The chipmaker is marketing bonds in seven tranches, with maturities spanning two to 30 years, Bloomberg reports. Price talk on the longest tenor of the Aa1/AA-rated company is a spread of about 0.9% above Treasuries, while the FT adds that "the 10-year portion of the bond was expected to yield 0.75 percentage points above US Treasuries during initial price discussions."

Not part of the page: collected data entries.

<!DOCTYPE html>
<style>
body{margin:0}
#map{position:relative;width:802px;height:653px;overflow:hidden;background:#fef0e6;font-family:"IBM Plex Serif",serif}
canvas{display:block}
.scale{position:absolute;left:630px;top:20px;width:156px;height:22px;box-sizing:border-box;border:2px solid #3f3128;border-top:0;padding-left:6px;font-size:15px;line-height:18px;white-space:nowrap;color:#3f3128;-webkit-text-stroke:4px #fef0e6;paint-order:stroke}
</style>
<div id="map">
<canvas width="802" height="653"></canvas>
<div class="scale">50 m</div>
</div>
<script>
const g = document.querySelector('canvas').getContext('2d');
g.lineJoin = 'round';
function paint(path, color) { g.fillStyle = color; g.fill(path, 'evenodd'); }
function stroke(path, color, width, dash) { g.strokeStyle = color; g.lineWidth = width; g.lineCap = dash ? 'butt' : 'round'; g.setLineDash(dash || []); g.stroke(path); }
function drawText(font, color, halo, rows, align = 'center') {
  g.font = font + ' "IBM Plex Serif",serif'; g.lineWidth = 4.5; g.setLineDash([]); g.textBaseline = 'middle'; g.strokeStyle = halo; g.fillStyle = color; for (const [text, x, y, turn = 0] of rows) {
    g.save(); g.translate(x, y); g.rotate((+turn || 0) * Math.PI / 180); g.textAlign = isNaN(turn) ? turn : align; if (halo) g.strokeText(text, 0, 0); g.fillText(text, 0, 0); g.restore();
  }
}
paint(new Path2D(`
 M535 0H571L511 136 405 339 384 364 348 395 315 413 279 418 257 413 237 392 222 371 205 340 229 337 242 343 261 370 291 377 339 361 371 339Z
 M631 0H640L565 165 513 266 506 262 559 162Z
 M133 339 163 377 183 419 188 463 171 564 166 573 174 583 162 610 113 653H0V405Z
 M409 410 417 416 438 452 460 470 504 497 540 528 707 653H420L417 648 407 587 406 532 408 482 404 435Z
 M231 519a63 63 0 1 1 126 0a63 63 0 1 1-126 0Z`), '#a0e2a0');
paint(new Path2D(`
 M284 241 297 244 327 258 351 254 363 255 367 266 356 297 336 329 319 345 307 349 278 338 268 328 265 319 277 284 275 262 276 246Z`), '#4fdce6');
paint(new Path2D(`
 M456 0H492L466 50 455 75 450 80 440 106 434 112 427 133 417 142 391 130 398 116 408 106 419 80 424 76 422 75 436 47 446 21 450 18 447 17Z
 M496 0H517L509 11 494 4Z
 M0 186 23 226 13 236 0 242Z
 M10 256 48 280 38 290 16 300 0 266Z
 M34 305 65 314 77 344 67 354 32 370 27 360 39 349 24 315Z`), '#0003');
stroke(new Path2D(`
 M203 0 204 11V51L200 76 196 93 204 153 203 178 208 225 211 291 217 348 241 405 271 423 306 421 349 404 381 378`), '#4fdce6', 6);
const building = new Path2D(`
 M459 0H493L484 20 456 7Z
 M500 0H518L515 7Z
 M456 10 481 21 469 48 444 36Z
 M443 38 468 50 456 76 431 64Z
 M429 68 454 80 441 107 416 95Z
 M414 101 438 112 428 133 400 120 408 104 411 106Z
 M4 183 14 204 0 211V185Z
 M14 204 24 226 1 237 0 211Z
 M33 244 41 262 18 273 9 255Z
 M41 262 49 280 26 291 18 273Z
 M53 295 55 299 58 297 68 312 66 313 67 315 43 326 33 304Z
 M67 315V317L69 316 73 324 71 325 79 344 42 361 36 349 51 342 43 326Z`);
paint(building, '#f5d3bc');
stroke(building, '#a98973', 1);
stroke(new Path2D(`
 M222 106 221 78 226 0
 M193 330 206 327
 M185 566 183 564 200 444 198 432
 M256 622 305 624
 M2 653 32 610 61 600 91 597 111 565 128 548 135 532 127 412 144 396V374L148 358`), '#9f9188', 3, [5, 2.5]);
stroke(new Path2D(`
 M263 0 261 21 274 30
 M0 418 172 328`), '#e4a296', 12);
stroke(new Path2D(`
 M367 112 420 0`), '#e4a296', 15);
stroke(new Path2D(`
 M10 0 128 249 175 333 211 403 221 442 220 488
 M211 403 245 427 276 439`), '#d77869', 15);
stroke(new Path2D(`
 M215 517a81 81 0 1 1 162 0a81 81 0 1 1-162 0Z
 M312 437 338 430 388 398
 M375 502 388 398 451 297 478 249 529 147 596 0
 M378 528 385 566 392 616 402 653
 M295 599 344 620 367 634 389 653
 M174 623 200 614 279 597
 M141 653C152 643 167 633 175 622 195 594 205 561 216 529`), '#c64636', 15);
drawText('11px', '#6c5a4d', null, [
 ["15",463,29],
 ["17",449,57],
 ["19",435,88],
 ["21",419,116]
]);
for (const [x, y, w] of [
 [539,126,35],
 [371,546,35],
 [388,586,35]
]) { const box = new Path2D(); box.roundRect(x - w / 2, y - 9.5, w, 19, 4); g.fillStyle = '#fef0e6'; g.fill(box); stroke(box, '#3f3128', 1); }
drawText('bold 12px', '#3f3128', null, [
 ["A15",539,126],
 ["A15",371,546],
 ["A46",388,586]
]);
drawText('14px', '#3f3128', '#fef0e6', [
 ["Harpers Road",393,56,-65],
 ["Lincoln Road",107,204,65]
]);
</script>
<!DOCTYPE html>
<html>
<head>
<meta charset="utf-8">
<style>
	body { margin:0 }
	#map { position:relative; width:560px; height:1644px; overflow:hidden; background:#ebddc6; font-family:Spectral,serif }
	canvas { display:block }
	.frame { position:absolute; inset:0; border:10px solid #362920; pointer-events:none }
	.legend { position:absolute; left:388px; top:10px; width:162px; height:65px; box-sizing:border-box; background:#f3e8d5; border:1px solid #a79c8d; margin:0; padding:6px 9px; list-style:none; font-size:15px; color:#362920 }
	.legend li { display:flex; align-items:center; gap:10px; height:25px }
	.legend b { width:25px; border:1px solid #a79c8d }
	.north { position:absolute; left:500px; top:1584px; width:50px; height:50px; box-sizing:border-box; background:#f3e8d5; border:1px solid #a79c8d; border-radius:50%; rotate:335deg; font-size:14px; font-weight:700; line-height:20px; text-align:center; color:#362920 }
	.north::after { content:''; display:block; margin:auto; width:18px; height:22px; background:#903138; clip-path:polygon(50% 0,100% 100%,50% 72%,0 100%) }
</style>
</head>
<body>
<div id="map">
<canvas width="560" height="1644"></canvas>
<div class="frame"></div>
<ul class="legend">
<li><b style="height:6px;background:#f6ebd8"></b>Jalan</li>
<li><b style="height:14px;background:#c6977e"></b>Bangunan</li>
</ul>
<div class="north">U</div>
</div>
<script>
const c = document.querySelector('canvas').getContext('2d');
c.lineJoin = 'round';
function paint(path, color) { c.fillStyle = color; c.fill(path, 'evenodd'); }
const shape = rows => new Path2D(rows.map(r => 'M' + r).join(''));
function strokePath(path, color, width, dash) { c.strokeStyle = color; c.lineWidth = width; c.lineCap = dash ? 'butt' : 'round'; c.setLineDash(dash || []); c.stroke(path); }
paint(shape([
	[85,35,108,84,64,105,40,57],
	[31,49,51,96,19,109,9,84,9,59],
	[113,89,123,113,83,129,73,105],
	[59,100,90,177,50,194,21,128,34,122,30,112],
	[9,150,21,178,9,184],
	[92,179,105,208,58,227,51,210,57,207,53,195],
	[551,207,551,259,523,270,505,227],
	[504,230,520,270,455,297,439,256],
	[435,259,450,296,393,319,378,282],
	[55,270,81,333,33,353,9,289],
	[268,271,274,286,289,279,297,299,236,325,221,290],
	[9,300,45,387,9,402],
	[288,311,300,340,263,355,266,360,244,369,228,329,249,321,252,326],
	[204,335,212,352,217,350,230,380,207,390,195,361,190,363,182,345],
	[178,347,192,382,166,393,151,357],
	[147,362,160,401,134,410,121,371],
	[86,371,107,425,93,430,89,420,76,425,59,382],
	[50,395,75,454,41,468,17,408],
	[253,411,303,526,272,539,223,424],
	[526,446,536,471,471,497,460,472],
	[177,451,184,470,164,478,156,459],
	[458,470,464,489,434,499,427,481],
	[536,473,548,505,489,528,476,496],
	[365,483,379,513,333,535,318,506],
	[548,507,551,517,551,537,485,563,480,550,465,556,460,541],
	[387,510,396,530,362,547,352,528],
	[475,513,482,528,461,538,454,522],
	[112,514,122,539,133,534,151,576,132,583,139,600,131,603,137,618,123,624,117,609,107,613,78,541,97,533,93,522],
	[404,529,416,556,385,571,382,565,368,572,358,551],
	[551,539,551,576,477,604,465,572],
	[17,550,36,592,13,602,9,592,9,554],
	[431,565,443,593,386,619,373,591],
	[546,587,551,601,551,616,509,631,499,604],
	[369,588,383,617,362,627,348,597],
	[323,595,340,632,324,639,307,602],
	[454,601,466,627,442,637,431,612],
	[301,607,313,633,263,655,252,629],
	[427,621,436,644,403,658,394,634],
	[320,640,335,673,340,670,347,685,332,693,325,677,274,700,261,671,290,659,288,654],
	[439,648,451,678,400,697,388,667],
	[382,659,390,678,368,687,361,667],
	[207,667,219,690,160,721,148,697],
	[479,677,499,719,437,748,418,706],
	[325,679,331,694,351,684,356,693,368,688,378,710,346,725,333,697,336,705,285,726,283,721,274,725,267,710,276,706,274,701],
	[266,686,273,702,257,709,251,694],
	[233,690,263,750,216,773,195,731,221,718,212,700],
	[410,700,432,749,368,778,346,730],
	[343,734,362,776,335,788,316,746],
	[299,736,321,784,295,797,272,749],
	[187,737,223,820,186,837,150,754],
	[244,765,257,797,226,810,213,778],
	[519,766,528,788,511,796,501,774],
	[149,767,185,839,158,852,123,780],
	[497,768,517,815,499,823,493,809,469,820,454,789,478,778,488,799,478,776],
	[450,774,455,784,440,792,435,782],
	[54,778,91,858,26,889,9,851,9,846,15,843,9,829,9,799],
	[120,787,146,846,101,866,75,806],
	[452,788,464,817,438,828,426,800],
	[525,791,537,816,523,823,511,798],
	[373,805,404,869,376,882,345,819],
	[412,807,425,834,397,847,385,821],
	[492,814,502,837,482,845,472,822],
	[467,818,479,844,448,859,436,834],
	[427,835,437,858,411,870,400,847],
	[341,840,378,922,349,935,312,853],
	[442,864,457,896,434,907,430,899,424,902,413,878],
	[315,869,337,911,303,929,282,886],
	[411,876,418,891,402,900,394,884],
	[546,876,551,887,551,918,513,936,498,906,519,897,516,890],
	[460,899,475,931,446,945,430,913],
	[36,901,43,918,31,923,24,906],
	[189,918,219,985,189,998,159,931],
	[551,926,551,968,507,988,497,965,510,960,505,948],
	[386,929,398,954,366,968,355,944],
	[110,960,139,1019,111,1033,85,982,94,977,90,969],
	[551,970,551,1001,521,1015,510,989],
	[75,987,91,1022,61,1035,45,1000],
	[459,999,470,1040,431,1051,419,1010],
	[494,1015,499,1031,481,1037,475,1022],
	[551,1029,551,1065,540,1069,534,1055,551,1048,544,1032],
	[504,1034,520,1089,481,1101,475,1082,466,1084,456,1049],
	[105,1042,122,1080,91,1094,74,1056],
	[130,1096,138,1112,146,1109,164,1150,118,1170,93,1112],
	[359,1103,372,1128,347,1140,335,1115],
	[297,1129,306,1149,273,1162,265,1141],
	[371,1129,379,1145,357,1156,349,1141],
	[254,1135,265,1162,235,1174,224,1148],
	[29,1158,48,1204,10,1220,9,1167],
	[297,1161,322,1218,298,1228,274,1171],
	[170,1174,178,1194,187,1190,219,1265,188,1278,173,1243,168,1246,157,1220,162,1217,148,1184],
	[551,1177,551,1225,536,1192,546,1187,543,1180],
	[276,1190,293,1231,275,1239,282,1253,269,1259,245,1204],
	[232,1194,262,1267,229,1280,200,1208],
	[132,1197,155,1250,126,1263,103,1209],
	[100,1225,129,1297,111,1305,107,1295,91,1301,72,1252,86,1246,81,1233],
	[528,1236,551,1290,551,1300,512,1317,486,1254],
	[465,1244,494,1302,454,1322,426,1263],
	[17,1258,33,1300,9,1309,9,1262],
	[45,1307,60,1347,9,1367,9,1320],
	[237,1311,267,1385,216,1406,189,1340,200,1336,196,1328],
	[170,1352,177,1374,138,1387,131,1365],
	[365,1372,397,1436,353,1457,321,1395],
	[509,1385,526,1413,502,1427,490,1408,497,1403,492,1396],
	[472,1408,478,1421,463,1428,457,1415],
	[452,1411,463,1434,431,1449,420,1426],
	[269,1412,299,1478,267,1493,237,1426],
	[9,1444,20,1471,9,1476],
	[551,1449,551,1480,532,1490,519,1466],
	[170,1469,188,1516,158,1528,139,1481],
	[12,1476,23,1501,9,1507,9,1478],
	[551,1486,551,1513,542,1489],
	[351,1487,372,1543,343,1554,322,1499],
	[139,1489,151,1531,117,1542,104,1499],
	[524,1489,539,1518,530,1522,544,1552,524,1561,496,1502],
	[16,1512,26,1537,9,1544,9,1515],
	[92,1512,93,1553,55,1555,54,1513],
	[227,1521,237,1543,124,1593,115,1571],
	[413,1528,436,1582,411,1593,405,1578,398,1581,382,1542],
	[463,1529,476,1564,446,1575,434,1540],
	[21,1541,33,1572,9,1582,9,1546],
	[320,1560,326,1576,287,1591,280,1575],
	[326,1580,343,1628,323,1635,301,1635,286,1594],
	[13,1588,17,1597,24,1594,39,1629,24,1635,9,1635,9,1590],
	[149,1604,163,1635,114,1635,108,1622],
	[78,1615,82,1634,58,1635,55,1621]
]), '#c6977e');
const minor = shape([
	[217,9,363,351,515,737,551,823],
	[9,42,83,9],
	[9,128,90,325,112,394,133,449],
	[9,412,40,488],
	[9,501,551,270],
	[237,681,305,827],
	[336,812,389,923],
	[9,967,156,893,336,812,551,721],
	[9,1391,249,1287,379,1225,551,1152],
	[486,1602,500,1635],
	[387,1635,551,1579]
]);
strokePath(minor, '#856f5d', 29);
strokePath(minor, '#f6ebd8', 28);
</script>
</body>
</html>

As Bloomberg writes, picking up where we left off, "the deal is extending a relentless wave of borrowing for companies spearheading the artificial intelligence boom. Firms such as Alphabet Inc. and Amazon.com Inc. have been tapping every corner of the debt market to build the computing capacity needed for AI’s rapid expansion, having raised hundreds of billions of dollars since last year. Investors have readily absorbed the supply."
Nvidia said that it intends "to use the net proceeds from this offering for general corporate purposes, including repayment and refinancing of outstanding notes."
Nvidia last tapped the investment-grade bond market in June 2021, when it raised $5 billion. Its ambitions now are far greater.
And yet, as the FT cautions echoing our own warning, "early signs of market fatigue have prompted some tech companies to find alternative avenues for financing."
Anthropic has turned to private credit investors to seal a $35bn deal backed by Broadcom. Google’s parent Alphabet decided to issue equity for the first time in more than two decades, bringing in $85bn in fresh capital earlier this month.
In any case, the bond market clearly remains open for now; however with leverage within the AI space exploding at the fastest pace on record, it may not take much for the window to close at which point the question will again re-emerge: how will the handful of AI-leading companies fund the trillions in unfunded future obligations.